→ **ASSIGNED TASK**
In the data below, find the line containing "ctx.font = font", then set down that line and every later line up to and including the line containing "[10,1002,16,1002,69,988,77,990]", exactly.

*** Opening STORED DATA ***

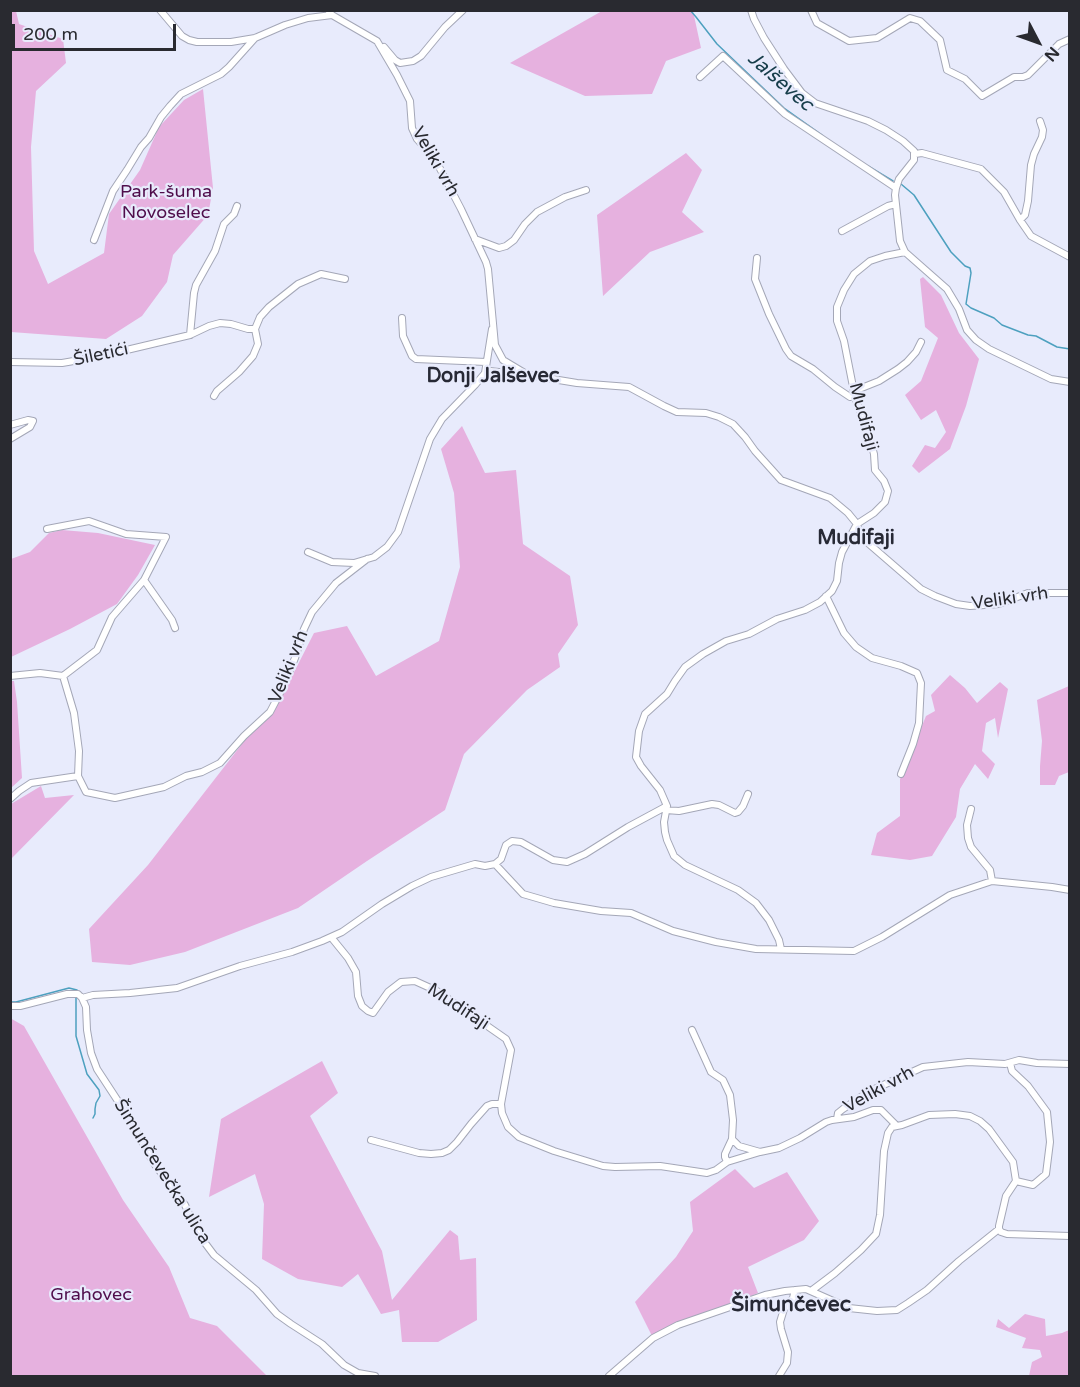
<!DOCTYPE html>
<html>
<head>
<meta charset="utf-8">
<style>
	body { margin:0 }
	#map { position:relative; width:1080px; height:1387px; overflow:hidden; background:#e8ebfc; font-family:"Varela Round",sans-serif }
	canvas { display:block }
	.frame { position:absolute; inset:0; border:12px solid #292a30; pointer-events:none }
	.north { position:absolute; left:1008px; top:12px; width:60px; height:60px; -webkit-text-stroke:4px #e8ebfc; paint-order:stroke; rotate:131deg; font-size:16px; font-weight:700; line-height:24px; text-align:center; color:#292a30 }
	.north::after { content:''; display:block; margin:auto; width:21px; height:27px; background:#292a30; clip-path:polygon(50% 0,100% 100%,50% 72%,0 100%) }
	.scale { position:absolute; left:12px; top:24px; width:164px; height:27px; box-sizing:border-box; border:3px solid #292a30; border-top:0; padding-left:8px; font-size:18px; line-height:21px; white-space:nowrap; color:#292a30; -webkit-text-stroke:4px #e8ebfc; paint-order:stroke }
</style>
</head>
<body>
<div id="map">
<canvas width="1080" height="1387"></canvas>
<div class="frame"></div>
<div class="north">N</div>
<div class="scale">200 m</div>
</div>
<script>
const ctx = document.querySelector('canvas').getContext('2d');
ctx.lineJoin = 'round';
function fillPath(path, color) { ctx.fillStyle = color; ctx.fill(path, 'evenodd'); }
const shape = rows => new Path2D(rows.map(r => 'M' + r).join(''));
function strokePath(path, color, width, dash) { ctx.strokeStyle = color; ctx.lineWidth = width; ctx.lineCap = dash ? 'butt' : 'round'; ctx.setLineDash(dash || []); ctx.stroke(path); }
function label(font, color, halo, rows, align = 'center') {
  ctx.font = font + ' "Varela Round",sans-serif'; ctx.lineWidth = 4.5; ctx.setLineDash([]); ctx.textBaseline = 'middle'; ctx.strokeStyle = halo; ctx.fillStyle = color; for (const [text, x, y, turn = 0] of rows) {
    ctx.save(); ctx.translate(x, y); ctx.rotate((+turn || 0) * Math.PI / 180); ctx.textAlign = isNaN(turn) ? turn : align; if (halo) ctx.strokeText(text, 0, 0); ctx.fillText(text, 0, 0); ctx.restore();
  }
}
fillPath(shape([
	[10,11,16,11,19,24,63,39,66,63,36,91,31,147,34,251,48,284,104,253,109,214,140,170,159,127,184,100,203,89,213,188,208,215,173,255,167,282,142,316,106,339,11,332],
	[602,11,693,11,701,48,666,61,652,94,585,96,510,63],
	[686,153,702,170,682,212,704,232,650,252,603,296,597,215],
	[923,277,941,295,959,333,979,359,966,406,950,449,919,473,912,466,925,445,935,448,946,432,936,410,921,420,905,395,921,381,938,338,925,327,920,279],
	[462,426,485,473,516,470,523,544,570,576,578,625,558,654,560,667,527,690,464,754,445,810,367,861,298,908,185,952,130,965,92,962,89,929,148,865,287,686,314,633,347,626,376,676,439,641,460,567,454,493,441,449],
	[62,530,98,533,155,545,138,575,117,604,70,629,11,657,11,559,30,552,49,533],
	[950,675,965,688,977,703,1000,682,1008,689,998,738,995,718,986,723,982,751,995,764,988,779,975,764,960,789,956,817,932,856,910,860,871,855,877,833,900,816,900,779,926,716,935,711,931,695],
	[11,681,14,681,17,702,22,778,11,788],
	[1069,686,1069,772,1059,776,1055,785,1040,785,1040,766,1042,741,1037,700],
	[41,786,45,798,74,795,11,859,11,804],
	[10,1018,24,1026,123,1200,169,1267,190,1318,217,1326,267,1376,11,1376],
	[322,1061,338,1093,310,1116,382,1251,392,1300,450,1230,458,1236,460,1260,476,1258,477,1320,438,1342,402,1342,399,1310,381,1314,358,1274,342,1287,298,1279,262,1259,264,1204,255,1174,209,1197,221,1119],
	[735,1169,754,1188,787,1172,819,1221,804,1240,748,1267,758,1293,653,1338,635,1302,676,1257,693,1231,690,1202],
	[1025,1314,1045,1319,1046,1336,1062,1333,1069,1330,1069,1376,1029,1376,1032,1362,1042,1357,1040,1350,1022,1348,1026,1338,996,1327,998,1319,1009,1328]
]), '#e6b1df');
strokePath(shape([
	[690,10,696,17,717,44,784,108,822,135],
	[868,166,893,181],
	[901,184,914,195,951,252,965,266,970,268,971,273,966,304,971,308,994,318,1002,325,1028,335,1036,336,1057,347,1070,349],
	[76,998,76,1036,87,1074,99,1090,100,1096,96,1103,95,1109,95,1114,93,1118],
	[10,1002,16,1002,69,988,77,990]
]), '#4da0bf', 1.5);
const minor = shape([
	[160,10,182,36,189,40,197,42,231,42,255,38,285,25,308,18,332,15],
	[328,10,332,15,377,41,397,75,410,101,412,128,417,139,436,161,461,209,486,262,488,269,495,345,503,360,528,375,577,383,629,387,664,406,677,412,706,413,719,417,733,424,745,437,755,451,781,480,830,498,848,513,857,524,859,532,869,544,921,589,935,596,956,604,970,606,999,604,1028,593,1070,593],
	[751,10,754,19,764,38,784,69,802,93,815,103,868,121,886,130,903,141,914,151,914,160,899,179,896,188,895,195,900,241,905,252,947,289,959,309,967,330,976,340,989,349,1051,379,1070,382],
	[811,10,817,23,849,41,877,38,910,18,920,21,940,40,947,70,965,79,982,96,1014,77,1023,77,1028,75,1059,44,1070,39],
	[384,47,395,60,400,63,413,61,421,56,445,27,463,10],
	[700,77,723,56,785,114,896,188],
	[915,154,922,153,981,169,1004,192,1020,220,1031,236,1070,257],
	[1020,220,1025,215,1028,201,1031,165,1034,154,1042,137,1043,130,1040,121],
	[842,231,888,206,896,204],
	[475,239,499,248,506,246,514,240,525,224,537,212,565,197,586,190],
	[94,240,113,191,127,170,141,147,149,138,161,117,170,106,181,94,221,74,229,67,255,38],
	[757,258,755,279,769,314,786,349,791,356,813,369,835,387,850,397,855,397],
	[402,318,403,336,412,356,416,359,486,362],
	[190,335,194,293,196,285,215,251,224,224,234,214,237,206],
	[10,362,62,363,97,357,190,335,209,326,220,323,231,324,248,329,255,329,260,317,269,307,298,284,321,274,345,279],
	[485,373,490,371,526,375],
	[854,391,879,381,898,369,907,362,916,352,921,342],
	[214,396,217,391,239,372,253,356,258,344,255,329],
	[10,425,28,420,33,421,30,427,10,439],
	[47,529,89,521,126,534,166,537,144,580,112,617,97,650,63,676,74,713,79,751,78,776,86,792,115,798,164,787,186,776,202,772,220,763,244,736,270,712,282,689,295,658,304,629,312,612,336,583,367,559],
	[308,552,332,562,354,563,374,557,387,547,398,532,430,439,442,419,475,385,485,373,492,329],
	[144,580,172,620,175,628],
	[826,596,844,633,856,647,872,658,901,666,917,673,921,683,919,723,913,744,901,774],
	[10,676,40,673,63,676],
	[10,799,19,791,31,783,78,776],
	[666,810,679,811,712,804,719,805,735,813,738,812,743,806,748,794],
	[495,864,523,894,554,903,601,911,631,913,673,931,716,942,756,949,854,951,882,937,950,895,992,881,990,870,971,847,968,838,967,825,971,809],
	[992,881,1052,887,1070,890],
	[331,937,348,958,356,972,358,996,362,1006,368,1011,373,1013,388,992,401,982,415,981,437,991,506,1039,511,1050,501,1104],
	[781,949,779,940,769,920,756,903,738,890,685,865,674,856,667,840,665,832,664,822,667,806,660,790,641,766,636,757,639,731,645,714,667,694,675,681,685,667,703,654,726,641,749,634,777,619,805,610,820,602,832,591,837,581,839,563,842,552,857,524,874,513,885,502,888,491,884,481,875,470,874,454,870,440,855,397,844,341,837,321,837,307,844,290,854,274,870,261,885,256,905,252],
	[82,998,93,995,130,993,177,988,240,966,292,952,322,941,342,932,382,904,412,886,431,877,475,864,485,866,495,864,501,859,506,845,512,841,521,842,553,860,567,862,585,854,628,827,667,806],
	[82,998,86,1007,87,1030,91,1053,97,1069,131,1121,153,1162,185,1205,199,1235,214,1255,256,1290,277,1314,291,1324,322,1344,344,1365,358,1373,375,1376],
	[10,1006,20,1006,67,994,78,994,82,998],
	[692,1030,711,1072,723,1080,730,1095,733,1120,732,1139,725,1154,725,1157,727,1162],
	[1010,1063,1012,1071,1028,1086,1047,1112,1050,1142,1046,1174,1033,1185,1016,1181],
	[837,1119,838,1113,843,1109,868,1092,923,1067,968,1062,1005,1064,1019,1060,1037,1063,1070,1064],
	[732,1139,739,1146,760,1152],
	[371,1140,419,1153,431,1154,442,1153,449,1150,457,1142,471,1124,487,1106,492,1104,501,1104,502,1113,508,1127,519,1137,554,1151,603,1166,615,1167,660,1166,707,1173,716,1170,727,1162,760,1152,779,1148,800,1138,826,1122,832,1120,854,1117,873,1110,881,1110,897,1126],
	[811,1291,835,1273,861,1250,876,1234,880,1215,884,1151,888,1133,892,1127,902,1125,929,1115,955,1114,970,1116,980,1121,989,1129,1013,1162,1016,1181,1006,1196,999,1226,999,1229,1001,1232,1007,1234,1070,1236],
	[609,1376,653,1338,678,1325,765,1295,785,1291,806,1289,849,1308,877,1311,897,1310,908,1303,927,1290,959,1261,999,1229],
	[779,1376,787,1363,788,1352,781,1329,780,1322,784,1309,793,1298,795,1290]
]);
strokePath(minor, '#a4a7b7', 8);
strokePath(minor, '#fff', 6);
label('18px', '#292a30', '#e8ebfc', [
	["Veliki vrh",435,162,60],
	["Šiletići",101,355,-12],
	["Mudifaji",863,417,75],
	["Veliki vrh",1010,599,-8],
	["Veliki vrh",289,667,-68],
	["Mudifaji",458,1007,33],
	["Veliki vrh",879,1090,-29],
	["Šimunčevečka ulica",162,1172,58]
]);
label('18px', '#4f0d4b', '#e8ebfc', [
	["Park-šuma",166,192],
	["Novoselec",166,213],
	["Grahovec",91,1295]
]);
label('italic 20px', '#163d4a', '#e8ebfc', [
	["Jalševec",780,82,41]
]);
label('bold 20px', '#272935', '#e8ebfc', [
	["Donji Jalševec",493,377],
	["Mudifaji",856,539]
]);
label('bold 21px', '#272935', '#e8ebfc', [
	["Šimunčevec",791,1305]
]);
</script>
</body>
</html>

*** Closing STORED DATA ***

→ **OUTPUT**
  ctx.font = font + ' "Varela Round",sans-serif'; ctx.lineWidth = 4.5; ctx.setLineDash([]); ctx.textBaseline = 'middle'; ctx.strokeStyle = halo; ctx.fillStyle = color; for (const [text, x, y, turn = 0] of rows) {
    ctx.save(); ctx.translate(x, y); ctx.rotate((+turn || 0) * Math.PI / 180); ctx.textAlign = isNaN(turn) ? turn : align; if (halo) ctx.strokeText(text, 0, 0); ctx.fillText(text, 0, 0); ctx.restore();
  }
}
fillPath(shape([
	[10,11,16,11,19,24,63,39,66,63,36,91,31,147,34,251,48,284,104,253,109,214,140,170,159,127,184,100,203,89,213,188,208,215,173,255,167,282,142,316,106,339,11,332],
	[602,11,693,11,701,48,666,61,652,94,585,96,510,63],
	[686,153,702,170,682,212,704,232,650,252,603,296,597,215],
	[923,277,941,295,959,333,979,359,966,406,950,449,919,473,912,466,925,445,935,448,946,432,936,410,921,420,905,395,921,381,938,338,925,327,920,279],
	[462,426,485,473,516,470,523,544,570,576,578,625,558,654,560,667,527,690,464,754,445,810,367,861,298,908,185,952,130,965,92,962,89,929,148,865,287,686,314,633,347,626,376,676,439,641,460,567,454,493,441,449],
	[62,530,98,533,155,545,138,575,117,604,70,629,11,657,11,559,30,552,49,533],
	[950,675,965,688,977,703,1000,682,1008,689,998,738,995,718,986,723,982,751,995,764,988,779,975,764,960,789,956,817,932,856,910,860,871,855,877,833,900,816,900,779,926,716,935,711,931,695],
	[11,681,14,681,17,702,22,778,11,788],
	[1069,686,1069,772,1059,776,1055,785,1040,785,1040,766,1042,741,1037,700],
	[41,786,45,798,74,795,11,859,11,804],
	[10,1018,24,1026,123,1200,169,1267,190,1318,217,1326,267,1376,11,1376],
	[322,1061,338,1093,310,1116,382,1251,392,1300,450,1230,458,1236,460,1260,476,1258,477,1320,438,1342,402,1342,399,1310,381,1314,358,1274,342,1287,298,1279,262,1259,264,1204,255,1174,209,1197,221,1119],
	[735,1169,754,1188,787,1172,819,1221,804,1240,748,1267,758,1293,653,1338,635,1302,676,1257,693,1231,690,1202],
	[1025,1314,1045,1319,1046,1336,1062,1333,1069,1330,1069,1376,1029,1376,1032,1362,1042,1357,1040,1350,1022,1348,1026,1338,996,1327,998,1319,1009,1328]
]), '#e6b1df');
strokePath(shape([
	[690,10,696,17,717,44,784,108,822,135],
	[868,166,893,181],
	[901,184,914,195,951,252,965,266,970,268,971,273,966,304,971,308,994,318,1002,325,1028,335,1036,336,1057,347,1070,349],
	[76,998,76,1036,87,1074,99,1090,100,1096,96,1103,95,1109,95,1114,93,1118],
	[10,1002,16,1002,69,988,77,990]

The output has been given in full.